From the National Women’s Health Resource Center’s e-newsletter HealthyWomen Take 10.
Patients having an MRI (magnetic resonance imaging) test must lie very still for 30 to 60 minutes, often enclosed inside the machine’s tube. Because of that, the most valuable piece of equipment in MRI testing often isn’t the multimillion-dollar scanner. It’s something that costs far less—the headphones that many centers put on patients so they can listen to their favorite type of music while undergoing the test. That music makes time seem to pass more quickly and enjoyably. It also serves an important health function by lowering stress and reducing anxiety. Music can deliver psychological and physical benefits in a wide range of medical uses and health conditions. A study released in August 2009 looked at open-heart surgery patients who listened to music on the day after their surgery. Those patients experienced increased relaxation levels as well as higher levels of the neurotransmitter oxytocin, a hormone related to feelings of bonding and comfort. Listening to or performing instrumental music, as well as singing (individually or communally in a choir), can reduce blood pressure, lessen pain and anxiety, ease stress and may help keep cognition sharp—all at low cost and without adding medication. Singing was found to have such a positive effect on the depression that often follows knee surgery that one group of Italian researchers advocated music therapy over drug intervention for such patients. Whether you play an instrument or not, you can benefit from the power of music to help heal. Sing out loud by yourself at home or in a community group, take a music player along when you go for any medical test or procedure and remember to turn on your favorite tunes when stress intensifies. Just 30 minutes of what researchers call “music intervention” is often enough to reduce anxiety and increase relaxation. Your body and spirit will feel the difference.
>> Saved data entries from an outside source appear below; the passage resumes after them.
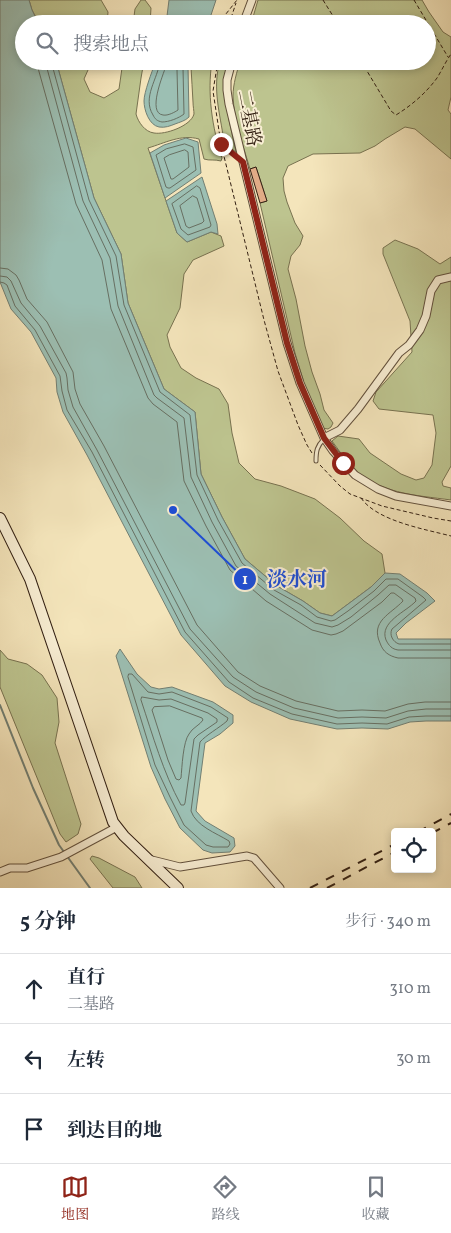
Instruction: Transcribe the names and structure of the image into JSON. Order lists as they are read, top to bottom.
{
  "streets": {
    "street": ["二基路"]
  },
  "places": ["淡水河"],
  "page": {
    "search": "搜索地点",
    "heading": ["5 分钟", "步行 · 340 m"],
    "list": [
      ["直行", "二基路", "310 m"],
      ["左转", "30 m"],
      "到达目的地"
    ],
    "nav": ["地图", "路线", "收藏"]
  }
}
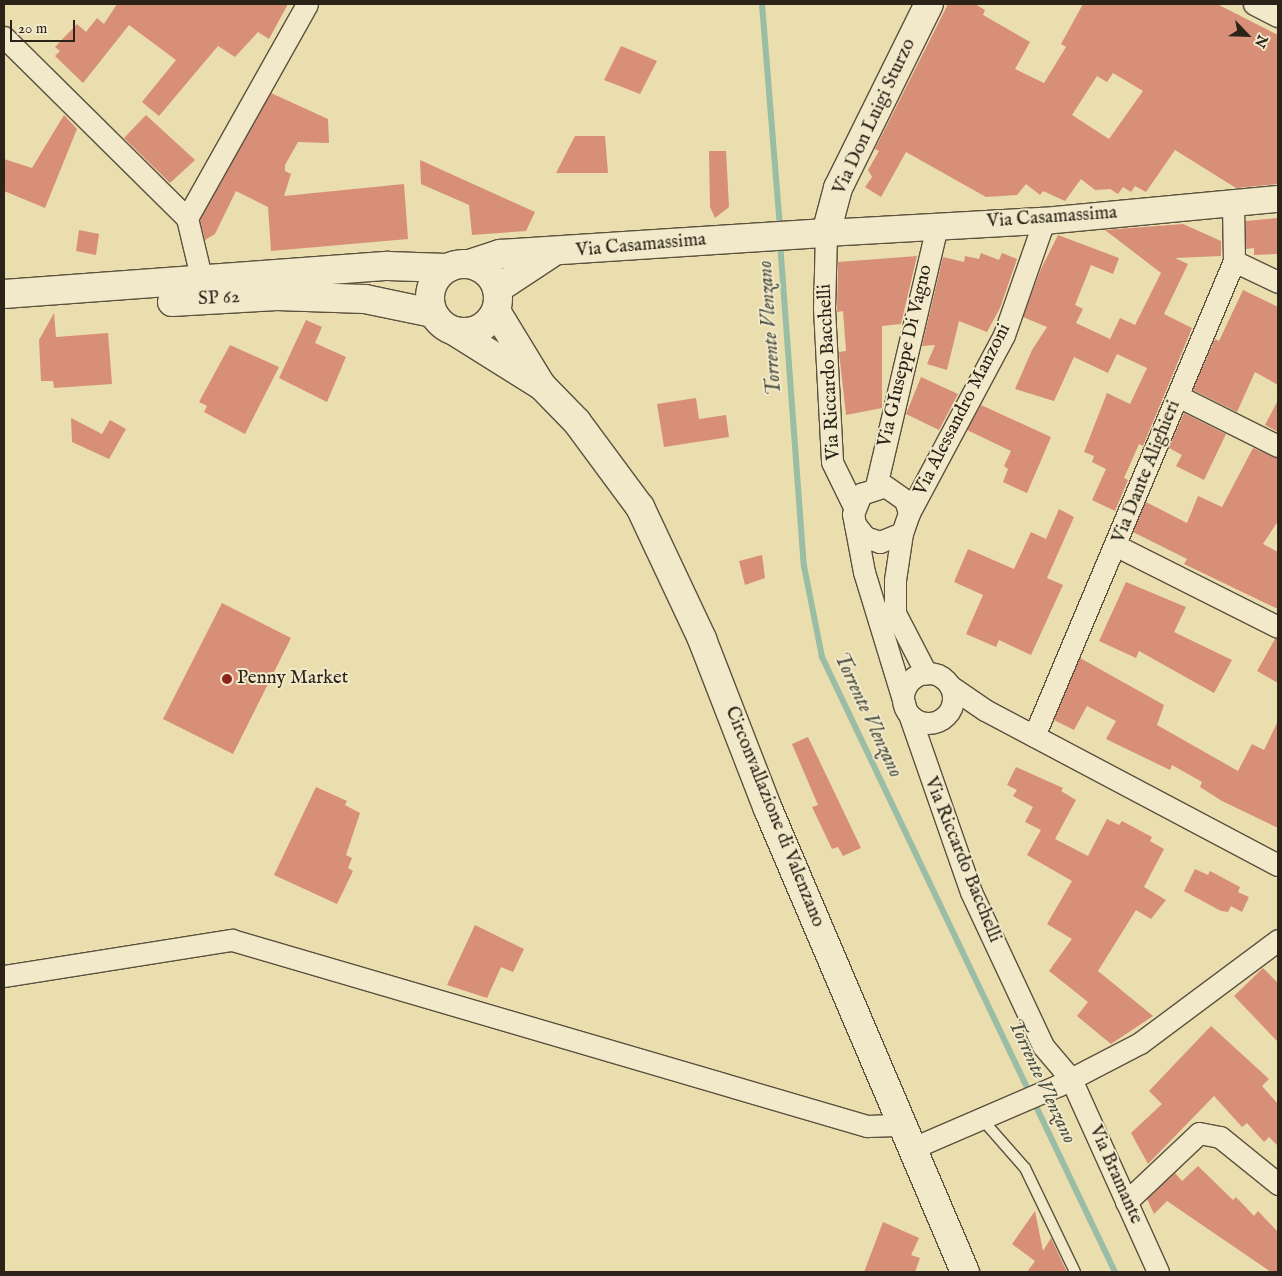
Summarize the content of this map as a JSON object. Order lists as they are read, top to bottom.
{
  "streets": {
    "main road": [
      "Via Don Luigi Sturzo",
      "Via Casamassima",
      "SP 62",
      "Circonvallazione di Valenzano"
    ],
    "street": [
      "Via GIuseppe Di Vagno",
      "Via Riccardo Bacchelli",
      "Via Alessandro Manzoni",
      "Via Dante Alighieri",
      "Via Bramante"
    ]
  },
  "crossings": [
    ["Via Don Luigi Sturzo", "Via Casamassima"],
    ["Via Don Luigi Sturzo", "Via Riccardo Bacchelli"],
    ["Via Casamassima", "SP 62"],
    ["Via Casamassima", "Via GIuseppe Di Vagno"],
    ["Via Casamassima", "Via Riccardo Bacchelli"],
    ["Via Casamassima", "Via Alessandro Manzoni"],
    ["Via Casamassima", "Via Dante Alighieri"],
    ["Via GIuseppe Di Vagno", "Via Riccardo Bacchelli"],
    ["Via GIuseppe Di Vagno", "Via Alessandro Manzoni"],
    ["Via Riccardo Bacchelli", "Via Alessandro Manzoni"],
    ["Via Riccardo Bacchelli", "Via Bramante"]
  ],
  "water": ["Torrente Vlenzano"],
  "places": ["Penny Market"],
  "scale_bar": "20 m",
  "north": "bottom right"
}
Nilsson U. “Soothing Music Can Increase Oxytocin Levels During Bed Rest After Open-Heart Surgery: A Randomised Control Trial.” Journal of Clinical Nursing. 2009;18(15):2153-2161.
Sutoo D, Akiyama K. “Music Improves Dopaminergic Neurotransmission: Demonstration Based on the Effect of Music on Blood Pressure Regulation.” Brain Research. 2004;1016(2):255-262.
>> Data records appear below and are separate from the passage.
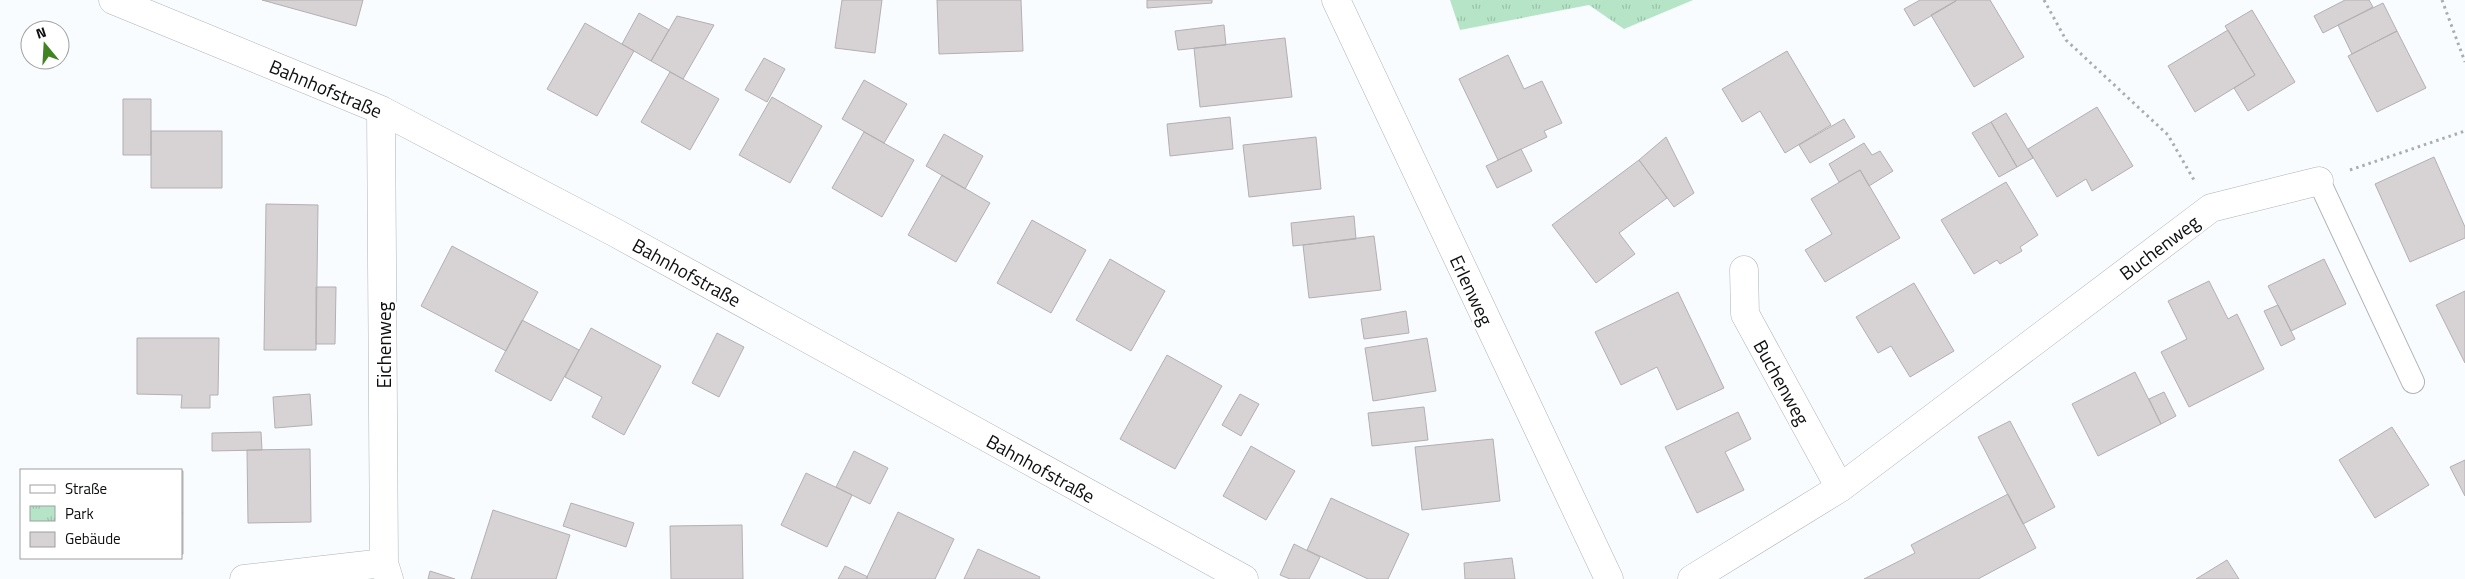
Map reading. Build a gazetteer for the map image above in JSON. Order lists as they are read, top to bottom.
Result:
{
  "streets": {
    "street": [
      "Bahnhofstraße",
      "Buchenweg",
      "Erlenweg",
      "Eichenweg"
    ]
  },
  "crossings": [
    ["Bahnhofstraße", "Eichenweg"]
  ],
  "legend": ["Straße", "Park", "Gebäude"],
  "north": "top"
}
Nilsson U. “The Anxiety- and Pain-Reducing Effects of Music Interventions: A Systematic Review.” Association of periOperative Registered Nurses Journal. 2008;87(4):780-807.
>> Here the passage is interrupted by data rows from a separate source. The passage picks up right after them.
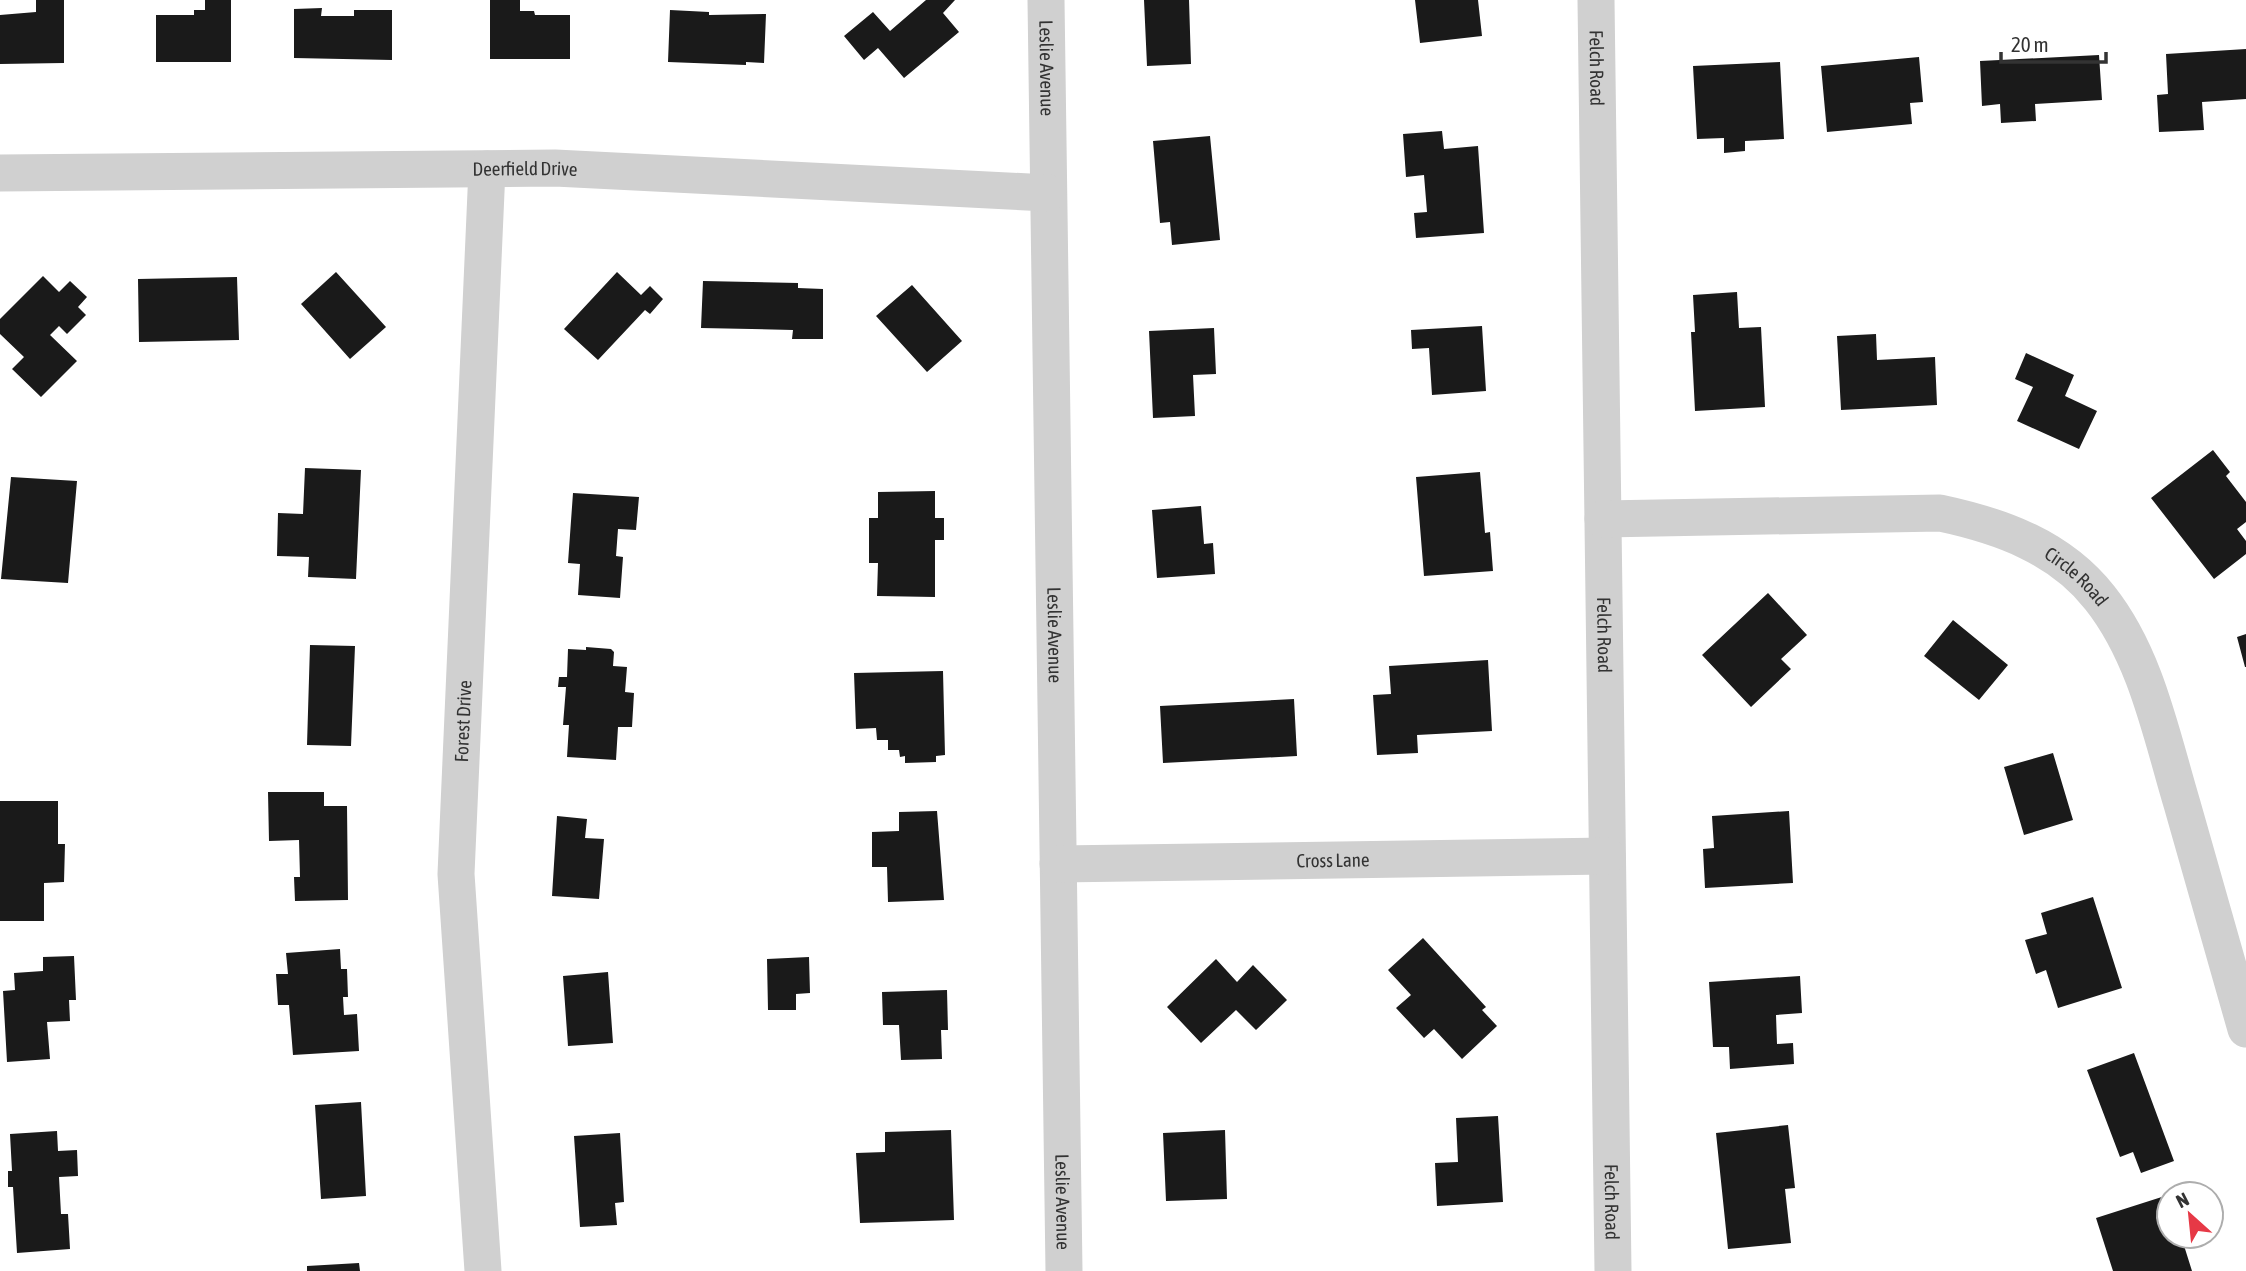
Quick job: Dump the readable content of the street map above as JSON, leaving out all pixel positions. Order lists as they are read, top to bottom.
{
  "streets": {
    "street": [
      "Leslie Avenue",
      "Felch Road",
      "Deerfield Drive",
      "Circle Road",
      "Forest Drive",
      "Cross Lane"
    ]
  },
  "crossings": [
    ["Leslie Avenue", "Deerfield Drive"],
    ["Leslie Avenue", "Cross Lane"],
    ["Felch Road", "Circle Road"],
    ["Felch Road", "Cross Lane"],
    ["Deerfield Drive", "Forest Drive"]
  ],
  "scale_bar": "20 m",
  "north": "top left"
}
Koelsch S. “A Neuroscientific Perspective on Music Therapy.” Annals of the New York Academy of Sciences. 2009;1169:374-384.
Giaquinto S, Cacciato A, Minasi S, et al. “Effects of Music-Based Therapy on Distress Following Knee Arthroplasty.” British Journal of Nursing. 2006;15(10):576-579.
Lee OK, Chung YF, Chan MF, Chan WM. “Music and Its Effects on the Physiological Responses and Anxiety Levels of Patients Receiving Mechanical Ventilation: A Pilot Study.” Journal of Clinical Nursing. 2005;14(5):609-620.